My Fro and Me at The National Theatre. Hair Stories of Women of Colour

My Fro and Me at The National Theatre

“The prime responsibility of the theatre is to show a culture its own face so that it may reflect upon it. But art also has a responsibility to preserve the past, so that a culture may reflect upon itself in the light of its history”  – Kristin Linklater

The Circle Way

For sharing Hair Stories, we held space in the round. We used beautiful black dolls (from Diverse, in Brixton, London) as our centre piece and talking stick. To speak, hold a doll. Then pass the talking piece on and hold space. The power of the black doll, cannot be underestimated. Read more in Ms Kenyah Nyameche’s insightful, and enlightening article: “A Dolly Like Me”.

Afro Archives at The National Theatre My Fro and Me at The National Theatre. Hair Stories of Women of Colour

Afro Archives at The National Theatre

We opened our Hair Stories with a poem called “I am my Hair” by Fiona McKinson read by my guest, and collaborator, Ms Nicole Moore. The poem was taken from “Hair, Power, Skin, Revolution”, a collection of poems and personal essays by Black and Mixed-Race Women, which Ms Moore edited. It begins:

 

 

 

 

 

Like Samson, I drew my strength from my locks.

In their duality, soft kinky keys that sit atop my head.

Standing above my shoulders in their afro stance.

Proud – my hair, my beauty, won’t let Delilah too close with her shears,

As she nears, my ends, I split!…

(Buy the book to finish reading!)

 

Hair Stories?
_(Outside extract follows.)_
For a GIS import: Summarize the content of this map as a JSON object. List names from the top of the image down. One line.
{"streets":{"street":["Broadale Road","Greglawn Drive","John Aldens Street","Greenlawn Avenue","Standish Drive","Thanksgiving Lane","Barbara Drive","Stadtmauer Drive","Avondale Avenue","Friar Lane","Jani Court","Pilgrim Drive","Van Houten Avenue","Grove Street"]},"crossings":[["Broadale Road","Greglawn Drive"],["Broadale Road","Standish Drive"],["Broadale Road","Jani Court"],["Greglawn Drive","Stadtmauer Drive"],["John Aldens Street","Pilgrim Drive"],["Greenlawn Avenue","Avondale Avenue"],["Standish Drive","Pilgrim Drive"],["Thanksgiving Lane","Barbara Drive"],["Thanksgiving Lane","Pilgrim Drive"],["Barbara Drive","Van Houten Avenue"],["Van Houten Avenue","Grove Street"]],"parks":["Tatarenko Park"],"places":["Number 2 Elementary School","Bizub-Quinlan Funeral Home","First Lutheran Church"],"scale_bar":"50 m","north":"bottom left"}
I Love My Afro

As we started out our Hair Stories session, one leader (for each person there was a leader) said, things have changed. There’s so much to celebrate. Young girls with afro hair, LOVE their afros and have no desire or interest in changing their natural hair. The last decade has been a revolution. Not that we passed any judgement on the choice of not wearing hair natural.
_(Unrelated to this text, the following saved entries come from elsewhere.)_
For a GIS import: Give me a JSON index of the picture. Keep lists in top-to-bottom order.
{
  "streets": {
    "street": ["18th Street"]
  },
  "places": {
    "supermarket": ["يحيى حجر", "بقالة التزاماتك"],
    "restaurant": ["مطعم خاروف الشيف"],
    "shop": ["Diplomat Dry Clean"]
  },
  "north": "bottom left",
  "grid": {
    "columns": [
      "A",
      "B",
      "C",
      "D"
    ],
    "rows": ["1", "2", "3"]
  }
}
Afro Art Photo Series. Creative Soul Photography by Kahran & Regis

Afro Art Photo Series. Creative Soul Photography by Kahran & Regis

This was not that kind of event. Many shared their choices on how they wear their hair. “I put on my hair as I put on my suit each day for work – my afro is my own private affair that I share only at home. I wear a wig because I want to”. Cutting hair short, for the freedom and no hassle, wearing braids for style out and protective maintenance. Whatever we choose, we shared it and celebrated it.

In true Afro Archives style, we also looked at the non-afro experience to compare and get to the roots. We talked about expressions of sexuality through hair and treatment of ANYONE trying to express themselves, no matter the gender, or ethnic background.

Locs?

We got into politics and discussed the Chastity Jones case in the US: was this a correct ruling –  that the employer in this case, Catastrophe Management Solutions, could expect Ms Jones to cut off her locs if she wished to get a job? The control of hair for women is current and historic.

Afro Archives

Ayesha Casely-Hayford, Martina Laird and Sian Ejiwumniole Le Berre | My Fro & Me

Ayesha Casely-Hayford, Martina Laird and Sian Ejiwumniole Le Berre | My Fro & Me

Did you catch Actress Martina Laird talking about the Tignon Laws in Afro Archives episode Two? We have been here before. Our hair discussions took a really interesting twist and began to centre on the control of young black boys at school. Banning of fades, restrictions on length of hair – indirect discrimination? Attacking religion and culture? There was a case this year, of a mother Ms Tuesday Flanders, fighting for her son Chickayzea, to wear his locs.

 

Afro Archives centred on the experience of performers. I was delighted that this event, My Fro & Me, welcomed a spectrum of other professionals; we had lawyers, scientists, academics, fashion professionals, and many more.

 

Barber Shop Chronicles: Cultural Unity

My Fro & Me was part of talks and events at the National Theatre relating to a play called “Barber Shop Chronicles” by Inua Ellams. Barber Shop was set in Lagos, Nigeria; Peckham, London: Accra, Ghana; Kampala, Uganda; Johannesburg, South Africa; and Harare, Zimbabwe. As we travelled, stories were weaved together. 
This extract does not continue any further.